* _WHAT TO DO_
Only the lines from the top of the listing below through the line containing "font-size:14px; color:#333; font-weight:700" should be output, exactly and with no pictures.

▼

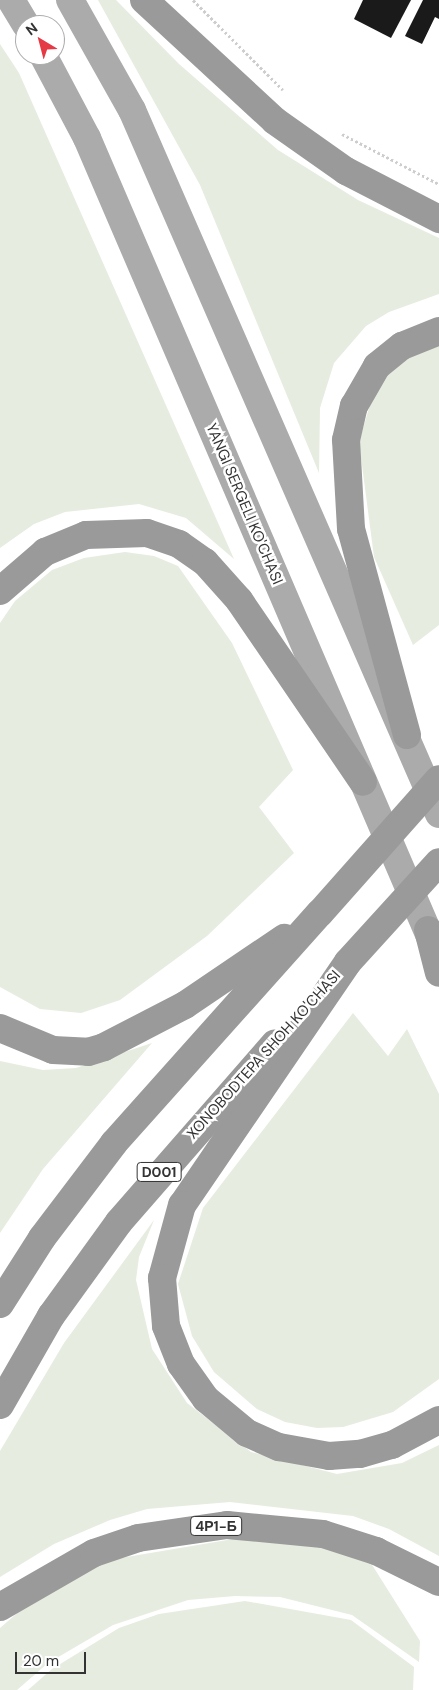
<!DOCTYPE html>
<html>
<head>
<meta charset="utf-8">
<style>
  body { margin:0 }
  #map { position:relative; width:439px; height:1690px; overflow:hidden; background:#fff; font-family:"DM Sans",sans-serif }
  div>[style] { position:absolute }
  .green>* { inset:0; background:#e6ecdf }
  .building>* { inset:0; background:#1a1a1a }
  .path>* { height:3px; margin-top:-1.5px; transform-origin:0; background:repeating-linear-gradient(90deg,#cdcdcd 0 2.5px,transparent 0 5px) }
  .primary>* { height:28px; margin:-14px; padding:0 14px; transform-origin:14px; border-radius:14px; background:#ababab }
  .highway>* { height:28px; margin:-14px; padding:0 14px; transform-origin:14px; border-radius:14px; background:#9a9a9a }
  .highway-bridge>* { height:28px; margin:-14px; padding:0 14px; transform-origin:14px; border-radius:14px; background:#9a9a9a }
  span { translate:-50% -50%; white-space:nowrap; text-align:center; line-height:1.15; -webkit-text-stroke:5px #fff; paint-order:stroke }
  .shield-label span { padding:1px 4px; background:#fff; border:1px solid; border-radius:4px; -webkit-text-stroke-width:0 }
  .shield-label { font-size:14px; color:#333; font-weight:700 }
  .street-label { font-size:15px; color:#333 }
  .north { position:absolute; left:15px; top:15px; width:50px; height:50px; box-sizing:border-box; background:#fff; border:1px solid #adadad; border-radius:50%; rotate:323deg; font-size:14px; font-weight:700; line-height:20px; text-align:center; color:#333 }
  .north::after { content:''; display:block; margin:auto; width:18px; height:22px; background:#e63946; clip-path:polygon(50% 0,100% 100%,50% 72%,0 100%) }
  .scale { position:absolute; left:15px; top:1652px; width:71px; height:22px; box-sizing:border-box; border:2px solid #333; border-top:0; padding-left:6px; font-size:15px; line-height:18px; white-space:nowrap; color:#333; -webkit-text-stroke:4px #fff; paint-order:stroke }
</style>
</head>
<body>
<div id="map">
  <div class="green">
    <div style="clip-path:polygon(98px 0,116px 0,179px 64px,278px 150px,358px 200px,439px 238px,439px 294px,389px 312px,366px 326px,334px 363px,320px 408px,319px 473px,200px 185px)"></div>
    <div style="clip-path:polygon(0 44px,19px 73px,234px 559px,186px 518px,139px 504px,65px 512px,34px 524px,0 548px)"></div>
    <div style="clip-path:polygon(439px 342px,439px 625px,413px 645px,374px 557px,359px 442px,374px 391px,390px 371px,413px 351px)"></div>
    <div style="clip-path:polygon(125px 552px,154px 556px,178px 566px,232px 643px,293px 770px,259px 807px,294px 853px,207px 936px,120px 1000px,81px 1013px,40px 1009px,0 987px,0 623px,15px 601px,52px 570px,84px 558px)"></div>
    <div style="clip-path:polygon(353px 1013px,388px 1056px,407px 1029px,439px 1094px,439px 1379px,393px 1412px,343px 1427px,317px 1428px,285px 1422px,257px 1409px,214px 1372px,192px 1336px,178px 1284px,203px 1208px)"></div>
    <div style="clip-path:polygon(152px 1043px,43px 1169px,0 1233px,0 1061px,43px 1070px,76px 1068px)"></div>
    <div style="clip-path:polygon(154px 1220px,139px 1257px,136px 1280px,152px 1349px,187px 1403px,251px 1452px,337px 1474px,402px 1463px,439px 1445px,439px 1556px,389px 1529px,353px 1516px,230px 1502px,147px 1509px,110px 1520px,54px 1544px,0 1577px,0 1451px,64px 1343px)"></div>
    <div style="clip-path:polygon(239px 1538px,304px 1543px,369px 1560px,420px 1641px,419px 1662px,352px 1615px,280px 1597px,235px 1596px,188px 1600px,113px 1625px,48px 1663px,17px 1690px,0 1690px,0 1628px,22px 1609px,109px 1560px)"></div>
    <div style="clip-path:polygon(245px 1601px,351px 1620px,414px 1667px,413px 1690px,28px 1690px,52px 1669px,119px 1628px,159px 1614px)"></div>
  </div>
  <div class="building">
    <div style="clip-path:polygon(363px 0,411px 0,391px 38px,354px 19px)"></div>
    <div style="clip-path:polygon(423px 0,439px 0,439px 19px,435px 17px,422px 44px,405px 36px)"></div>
  </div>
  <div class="path">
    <div style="left:193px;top:0;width:127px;rotate:45deg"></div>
    <div style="left:342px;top:134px;width:109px;rotate:27.3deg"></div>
  </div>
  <div class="primary">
    <div style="left:11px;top:0;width:29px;rotate:59deg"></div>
    <div style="left:70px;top:0;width:126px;rotate:60.6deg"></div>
    <div style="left:132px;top:110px;width:768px;rotate:66.44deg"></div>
    <div style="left:43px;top:55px;width:94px;rotate:62.1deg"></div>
    <div style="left:87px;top:138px;width:887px;rotate:66.76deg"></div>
  </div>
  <div class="highway">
    <div style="left:144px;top:0;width:178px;rotate:42.7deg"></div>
    <div style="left:275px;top:121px;width:87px;rotate:35.2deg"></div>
    <div style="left:346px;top:171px;width:105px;rotate:27.3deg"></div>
    <div style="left:0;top:591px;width:60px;rotate:-40.9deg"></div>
    <div style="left:45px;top:552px;width:44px;rotate:-22.5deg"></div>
    <div style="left:86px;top:535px;width:61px;rotate:-1.9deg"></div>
    <div style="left:147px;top:533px;width:34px;rotate:19deg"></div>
    <div style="left:179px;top:544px;width:32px;rotate:35deg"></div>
    <div style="left:205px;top:562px;width:51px;rotate:48.2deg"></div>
    <div style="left:239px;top:600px;width:220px;rotate:55.7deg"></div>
    <div style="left:407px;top:735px;width:213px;rotate:-105.2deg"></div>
    <div style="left:351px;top:529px;width:89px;rotate:-93.2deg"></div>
    <div style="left:346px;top:440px;width:35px;rotate:-77deg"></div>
    <div style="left:354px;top:406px;width:46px;rotate:-60.1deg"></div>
    <div style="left:377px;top:366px;width:32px;rotate:-39deg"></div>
    <div style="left:402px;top:346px;width:40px;rotate:-22deg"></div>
    <div style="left:428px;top:930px;width:44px;rotate:75.7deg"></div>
    <div style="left:348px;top:962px;width:294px;rotate:124.3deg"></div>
    <div style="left:182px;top:1205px;width:76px;rotate:105.3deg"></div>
    <div style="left:162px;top:1278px;width:48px;rotate:85.2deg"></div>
    <div style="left:166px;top:1326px;width:41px;rotate:68.5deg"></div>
    <div style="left:181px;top:1364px;width:43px;rotate:54.5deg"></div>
    <div style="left:206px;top:1399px;width:53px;rotate:39.7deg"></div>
    <div style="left:247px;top:1433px;width:35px;rotate:24deg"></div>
    <div style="left:279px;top:1447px;width:51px;rotate:10.2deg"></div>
    <div style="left:329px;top:1456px;width:31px;rotate:-4deg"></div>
    <div style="left:360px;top:1454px;width:33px;rotate:-16deg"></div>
    <div style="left:392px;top:1445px;width:53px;rotate:-28deg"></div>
    <div style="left:0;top:1028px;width:57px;rotate:22.5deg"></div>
    <div style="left:53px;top:1050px;width:35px;rotate:3deg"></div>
    <div style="left:88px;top:1052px;width:17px;rotate:-17deg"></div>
    <div style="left:104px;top:1047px;width:91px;rotate:-27.4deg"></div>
    <div style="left:185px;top:1005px;width:120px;rotate:-34.1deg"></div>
    <div style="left:0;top:1304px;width:78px;rotate:-57.5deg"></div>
    <div style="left:42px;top:1238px;width:119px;rotate:-52.8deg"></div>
    <div style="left:114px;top:1143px;width:309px;rotate:-48.2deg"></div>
    <div style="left:0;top:1405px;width:103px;rotate:-60.2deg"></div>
    <div style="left:51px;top:1316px;width:116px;rotate:-54.1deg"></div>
    <div style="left:119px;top:1222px;width:237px;rotate:-48.9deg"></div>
    <div style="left:0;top:1607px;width:108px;rotate:-29.9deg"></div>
    <div style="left:94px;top:1553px;width:46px;rotate:-18.8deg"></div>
    <div style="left:138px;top:1538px;width:90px;rotate:-8.3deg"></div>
    <div style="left:227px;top:1525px;width:96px;rotate:5.4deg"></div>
    <div style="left:323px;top:1534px;width:56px;rotate:17.8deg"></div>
    <div style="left:376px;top:1551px;width:70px;rotate:26.2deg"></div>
  </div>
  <div class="highway-bridge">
    <div style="left:320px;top:913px;width:179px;rotate:-48.4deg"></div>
    <div style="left:348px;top:962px;width:135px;rotate:-47.7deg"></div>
  </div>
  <div class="shield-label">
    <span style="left:159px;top:1172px">D001</span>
    <span style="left:216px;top:1526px">4Р1-Б</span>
  </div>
  <div class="street-label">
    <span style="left:244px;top:504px;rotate:67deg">YANGI SERGELI KO'CHASI</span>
    <span style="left:264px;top:1055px;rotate:-48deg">XONOBODTEPA SHOH KO'CHASI</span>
  </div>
  <div class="north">N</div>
  <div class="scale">20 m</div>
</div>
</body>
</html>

▲

* _RESPONSE TO THIS TASK_
<!DOCTYPE html>
<html>
<head>
<meta charset="utf-8">
<style>
  body { margin:0 }
  #map { position:relative; width:439px; height:1690px; overflow:hidden; background:#fff; font-family:"DM Sans",sans-serif }
  div>[style] { position:absolute }
  .green>* { inset:0; background:#e6ecdf }
  .building>* { inset:0; background:#1a1a1a }
  .path>* { height:3px; margin-top:-1.5px; transform-origin:0; background:repeating-linear-gradient(90deg,#cdcdcd 0 2.5px,transparent 0 5px) }
  .primary>* { height:28px; margin:-14px; padding:0 14px; transform-origin:14px; border-radius:14px; background:#ababab }
  .highway>* { height:28px; margin:-14px; padding:0 14px; transform-origin:14px; border-radius:14px; background:#9a9a9a }
  .highway-bridge>* { height:28px; margin:-14px; padding:0 14px; transform-origin:14px; border-radius:14px; background:#9a9a9a }
  span { translate:-50% -50%; white-space:nowrap; text-align:center; line-height:1.15; -webkit-text-stroke:5px #fff; paint-order:stroke }
  .shield-label span { padding:1px 4px; background:#fff; border:1px solid; border-radius:4px; -webkit-text-stroke-width:0 }
  .shield-label { font-size:14px; color:#333; font-weight:700 }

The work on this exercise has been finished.